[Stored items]
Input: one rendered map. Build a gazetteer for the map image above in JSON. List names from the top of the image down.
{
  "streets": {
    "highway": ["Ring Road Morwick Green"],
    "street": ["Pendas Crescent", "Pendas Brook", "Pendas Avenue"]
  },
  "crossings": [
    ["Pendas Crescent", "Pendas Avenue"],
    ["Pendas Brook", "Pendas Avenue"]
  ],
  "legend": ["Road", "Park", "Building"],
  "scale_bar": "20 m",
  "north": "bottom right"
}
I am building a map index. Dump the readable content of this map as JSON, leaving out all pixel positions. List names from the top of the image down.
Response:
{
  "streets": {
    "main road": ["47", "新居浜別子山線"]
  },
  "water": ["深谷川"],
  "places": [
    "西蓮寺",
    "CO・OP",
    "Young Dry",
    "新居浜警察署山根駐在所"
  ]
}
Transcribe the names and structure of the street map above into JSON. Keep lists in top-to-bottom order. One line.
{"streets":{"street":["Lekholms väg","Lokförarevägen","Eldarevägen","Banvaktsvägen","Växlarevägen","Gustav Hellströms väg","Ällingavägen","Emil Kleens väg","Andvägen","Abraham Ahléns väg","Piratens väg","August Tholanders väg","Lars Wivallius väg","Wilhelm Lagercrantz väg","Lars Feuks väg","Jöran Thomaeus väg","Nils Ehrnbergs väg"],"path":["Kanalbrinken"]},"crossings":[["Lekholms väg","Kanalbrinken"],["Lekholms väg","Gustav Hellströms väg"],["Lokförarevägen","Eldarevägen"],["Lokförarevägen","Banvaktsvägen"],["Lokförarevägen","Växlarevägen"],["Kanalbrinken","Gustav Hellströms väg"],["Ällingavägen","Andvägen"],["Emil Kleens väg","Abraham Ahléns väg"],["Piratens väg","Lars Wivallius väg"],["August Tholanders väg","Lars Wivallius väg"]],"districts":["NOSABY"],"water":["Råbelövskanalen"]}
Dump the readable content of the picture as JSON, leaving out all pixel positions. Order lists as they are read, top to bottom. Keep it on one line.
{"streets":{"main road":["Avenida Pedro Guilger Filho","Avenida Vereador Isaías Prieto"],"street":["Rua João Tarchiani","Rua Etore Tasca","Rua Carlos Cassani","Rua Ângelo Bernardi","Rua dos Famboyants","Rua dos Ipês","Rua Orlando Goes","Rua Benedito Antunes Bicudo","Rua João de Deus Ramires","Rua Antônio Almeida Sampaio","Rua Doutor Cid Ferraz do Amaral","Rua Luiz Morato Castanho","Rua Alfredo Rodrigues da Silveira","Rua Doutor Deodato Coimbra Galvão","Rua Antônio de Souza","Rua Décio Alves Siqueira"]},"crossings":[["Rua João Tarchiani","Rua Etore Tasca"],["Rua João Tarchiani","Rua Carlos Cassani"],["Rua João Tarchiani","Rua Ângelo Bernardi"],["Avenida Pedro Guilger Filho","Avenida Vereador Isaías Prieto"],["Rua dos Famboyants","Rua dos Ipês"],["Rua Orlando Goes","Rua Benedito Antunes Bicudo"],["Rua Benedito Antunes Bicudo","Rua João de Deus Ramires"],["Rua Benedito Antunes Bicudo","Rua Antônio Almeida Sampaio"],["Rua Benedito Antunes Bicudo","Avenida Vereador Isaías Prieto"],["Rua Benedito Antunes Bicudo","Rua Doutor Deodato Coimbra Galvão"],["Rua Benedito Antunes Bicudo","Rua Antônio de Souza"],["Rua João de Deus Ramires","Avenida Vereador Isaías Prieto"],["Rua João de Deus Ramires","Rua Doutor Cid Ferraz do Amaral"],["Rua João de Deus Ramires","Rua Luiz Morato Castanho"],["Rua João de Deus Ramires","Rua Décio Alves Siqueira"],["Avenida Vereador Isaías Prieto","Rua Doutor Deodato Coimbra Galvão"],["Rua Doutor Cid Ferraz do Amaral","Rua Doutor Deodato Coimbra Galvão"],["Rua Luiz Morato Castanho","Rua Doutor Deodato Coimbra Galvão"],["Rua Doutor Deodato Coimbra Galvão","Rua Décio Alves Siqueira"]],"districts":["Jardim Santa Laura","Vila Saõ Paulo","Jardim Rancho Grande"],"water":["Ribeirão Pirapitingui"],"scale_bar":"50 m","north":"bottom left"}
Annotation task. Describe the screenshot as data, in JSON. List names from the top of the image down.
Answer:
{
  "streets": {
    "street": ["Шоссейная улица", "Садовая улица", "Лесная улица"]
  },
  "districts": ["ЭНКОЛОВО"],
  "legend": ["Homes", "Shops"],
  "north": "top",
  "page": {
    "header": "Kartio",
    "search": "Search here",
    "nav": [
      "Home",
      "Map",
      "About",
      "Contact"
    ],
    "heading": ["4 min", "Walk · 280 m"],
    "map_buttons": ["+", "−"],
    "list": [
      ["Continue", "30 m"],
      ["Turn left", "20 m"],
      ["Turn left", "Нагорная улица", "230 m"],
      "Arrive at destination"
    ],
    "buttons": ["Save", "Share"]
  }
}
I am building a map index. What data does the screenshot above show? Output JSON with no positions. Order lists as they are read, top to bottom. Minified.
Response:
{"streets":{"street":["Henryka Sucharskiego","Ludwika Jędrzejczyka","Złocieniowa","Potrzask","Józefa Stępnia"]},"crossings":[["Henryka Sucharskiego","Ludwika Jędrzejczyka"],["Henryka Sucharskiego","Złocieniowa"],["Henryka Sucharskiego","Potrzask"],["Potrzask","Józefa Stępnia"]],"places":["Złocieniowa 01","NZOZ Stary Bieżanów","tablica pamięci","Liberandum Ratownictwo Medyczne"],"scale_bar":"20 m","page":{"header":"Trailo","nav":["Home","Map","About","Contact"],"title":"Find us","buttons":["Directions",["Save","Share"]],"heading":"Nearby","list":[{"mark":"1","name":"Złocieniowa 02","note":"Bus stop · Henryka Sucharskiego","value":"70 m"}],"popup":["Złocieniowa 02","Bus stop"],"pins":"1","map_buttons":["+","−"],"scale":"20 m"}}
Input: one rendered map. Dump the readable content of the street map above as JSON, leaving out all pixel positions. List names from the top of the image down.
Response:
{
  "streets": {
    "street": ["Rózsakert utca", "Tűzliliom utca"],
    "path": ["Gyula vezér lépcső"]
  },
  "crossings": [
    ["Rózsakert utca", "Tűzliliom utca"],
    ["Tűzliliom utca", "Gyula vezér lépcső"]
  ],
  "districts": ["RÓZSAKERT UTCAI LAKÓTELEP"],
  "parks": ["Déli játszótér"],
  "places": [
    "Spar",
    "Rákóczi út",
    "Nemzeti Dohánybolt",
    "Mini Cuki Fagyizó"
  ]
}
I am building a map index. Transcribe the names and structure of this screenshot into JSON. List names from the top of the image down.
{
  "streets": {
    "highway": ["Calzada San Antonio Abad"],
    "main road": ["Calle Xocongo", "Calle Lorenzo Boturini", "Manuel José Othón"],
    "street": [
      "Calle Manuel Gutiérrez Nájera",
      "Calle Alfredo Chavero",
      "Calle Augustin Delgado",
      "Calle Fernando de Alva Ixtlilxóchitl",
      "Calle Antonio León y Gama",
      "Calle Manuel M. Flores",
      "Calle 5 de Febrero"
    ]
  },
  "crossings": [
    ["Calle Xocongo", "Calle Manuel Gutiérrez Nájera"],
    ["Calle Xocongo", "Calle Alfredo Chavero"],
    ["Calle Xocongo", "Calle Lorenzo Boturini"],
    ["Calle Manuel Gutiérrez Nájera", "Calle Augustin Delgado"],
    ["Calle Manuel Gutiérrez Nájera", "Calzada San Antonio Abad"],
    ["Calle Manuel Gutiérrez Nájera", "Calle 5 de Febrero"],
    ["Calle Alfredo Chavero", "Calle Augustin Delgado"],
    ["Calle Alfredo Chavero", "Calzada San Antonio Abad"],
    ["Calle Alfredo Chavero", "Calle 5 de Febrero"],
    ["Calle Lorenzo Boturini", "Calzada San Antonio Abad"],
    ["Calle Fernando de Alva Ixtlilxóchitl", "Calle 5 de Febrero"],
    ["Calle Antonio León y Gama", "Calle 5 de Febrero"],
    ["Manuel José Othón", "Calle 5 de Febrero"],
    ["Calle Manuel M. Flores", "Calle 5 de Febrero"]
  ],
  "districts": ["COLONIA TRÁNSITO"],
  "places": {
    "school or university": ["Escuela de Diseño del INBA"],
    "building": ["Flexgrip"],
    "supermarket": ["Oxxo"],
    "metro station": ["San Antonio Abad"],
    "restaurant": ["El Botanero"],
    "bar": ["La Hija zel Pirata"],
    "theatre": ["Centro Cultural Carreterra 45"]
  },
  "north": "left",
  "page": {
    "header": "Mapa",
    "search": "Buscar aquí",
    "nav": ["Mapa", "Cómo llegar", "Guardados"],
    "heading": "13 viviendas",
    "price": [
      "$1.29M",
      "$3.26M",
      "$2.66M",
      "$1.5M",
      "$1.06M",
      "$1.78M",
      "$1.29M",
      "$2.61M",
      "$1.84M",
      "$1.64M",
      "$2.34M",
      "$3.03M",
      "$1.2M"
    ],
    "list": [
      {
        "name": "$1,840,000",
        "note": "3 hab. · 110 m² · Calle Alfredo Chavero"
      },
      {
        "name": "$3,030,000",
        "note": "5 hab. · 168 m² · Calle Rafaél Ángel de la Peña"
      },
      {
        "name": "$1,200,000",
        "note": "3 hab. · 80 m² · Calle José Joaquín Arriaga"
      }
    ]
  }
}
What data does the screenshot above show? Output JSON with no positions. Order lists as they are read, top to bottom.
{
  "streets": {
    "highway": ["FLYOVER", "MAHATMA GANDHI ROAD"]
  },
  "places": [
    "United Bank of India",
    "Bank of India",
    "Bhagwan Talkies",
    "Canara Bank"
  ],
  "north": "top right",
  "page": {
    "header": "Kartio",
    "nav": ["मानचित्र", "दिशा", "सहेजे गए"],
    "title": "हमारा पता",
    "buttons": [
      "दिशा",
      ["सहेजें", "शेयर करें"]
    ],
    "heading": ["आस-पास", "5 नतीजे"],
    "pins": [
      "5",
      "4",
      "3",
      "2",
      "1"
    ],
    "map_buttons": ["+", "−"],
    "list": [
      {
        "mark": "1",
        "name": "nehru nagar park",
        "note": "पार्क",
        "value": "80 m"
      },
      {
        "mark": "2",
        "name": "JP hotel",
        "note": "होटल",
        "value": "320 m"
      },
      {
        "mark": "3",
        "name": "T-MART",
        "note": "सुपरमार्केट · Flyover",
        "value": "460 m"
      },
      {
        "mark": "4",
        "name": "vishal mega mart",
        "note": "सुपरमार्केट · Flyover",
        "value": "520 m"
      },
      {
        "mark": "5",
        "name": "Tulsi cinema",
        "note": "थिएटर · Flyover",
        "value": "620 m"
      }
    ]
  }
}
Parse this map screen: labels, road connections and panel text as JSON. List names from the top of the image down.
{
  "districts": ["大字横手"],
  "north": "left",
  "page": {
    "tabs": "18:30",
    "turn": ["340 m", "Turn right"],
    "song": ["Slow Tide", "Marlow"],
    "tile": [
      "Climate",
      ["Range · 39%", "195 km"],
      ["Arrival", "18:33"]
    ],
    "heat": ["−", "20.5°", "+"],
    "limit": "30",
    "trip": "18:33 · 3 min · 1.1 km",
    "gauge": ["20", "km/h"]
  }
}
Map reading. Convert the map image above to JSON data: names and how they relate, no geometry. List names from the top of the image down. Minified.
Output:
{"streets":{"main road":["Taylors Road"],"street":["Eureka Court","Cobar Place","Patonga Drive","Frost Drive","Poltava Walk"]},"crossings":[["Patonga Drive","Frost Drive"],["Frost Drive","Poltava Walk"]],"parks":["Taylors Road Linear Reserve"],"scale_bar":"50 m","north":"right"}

* _Problem to work on_
From the data above, copy each line where the string "Boturini" appears.

* _Answer space_
    "main road": ["Calle Xocongo", "Calle Lorenzo Boturini", "Manuel José Othón"],
    ["Calle Xocongo", "Calle Lorenzo Boturini"],
    ["Calle Lorenzo Boturini", "Calzada San Antonio Abad"],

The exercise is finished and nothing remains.